Sudanese Prime Minister Abdalla Hamdok resigned Sunday, as widespread pro-democracy protests rocked the country. Protesters condemned the October coup that initially ousted Hamdok from the post of prime minister, as well as the deal that brought him back to power some four weeks later, calling it an unacceptable concession to the military regime. He resigned Sunday evening in a televised address, citing the failure of repeated attempts at mediation in recent days, and stressed the need to initiate a “new dialogue” to “chart a path” towards a civil and democratic state.
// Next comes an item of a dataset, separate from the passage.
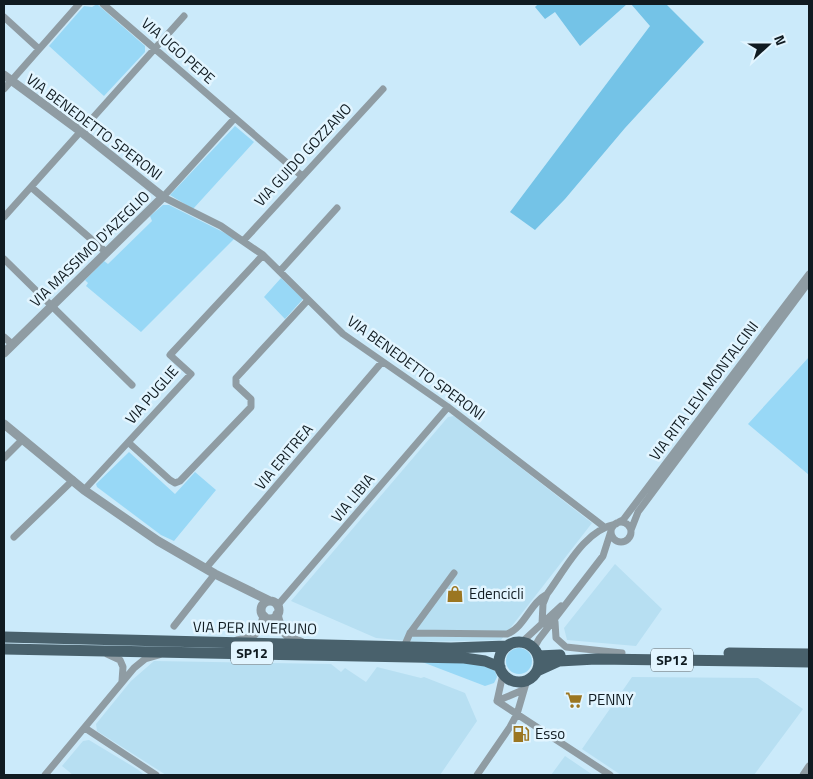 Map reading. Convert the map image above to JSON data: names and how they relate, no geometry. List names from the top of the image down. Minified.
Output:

According to Sudanese Central Committee of Physicians, two protesters were killed just hours before Hamdok addressed the nation, bringing the number killed in pro-democracy protests to 56. In a televised address, Hamdok said:
I tried as much as I could [prevent] our country from sinking into disaster … But despite my efforts to achieve the desired and necessary consensus to give citizens security, peace, justice and stop the bloodshed, this did not happen .. Our country is going through a dangerous turning point which could threaten its entire survival if it is not corrected quickly.
During the televised address, Hamdok appeared alongside Lieutenant General Abdel Fattah al-Burhan, the army chief who ousted him from power and held him in his own home. The two leaders signed a 14-point agreement that included the military’s commitment to release all political prisoners and ensure democratic consolidation in the country.
As a result of this development, the Office of African Affairs at the US State Department said via Twitter that it hoped the country would ensure the maintenance of civilian rule. “The next Prime Minister and the next cabinet of Sudan should be appointed in accordance with the constitutional declaration to achieve the goals of freedom, peace and justice of the people … The United States continues to stand by the Sudanese people as they pushes for democracy. Violence against demonstrators must end ”, the Bureau tweeted.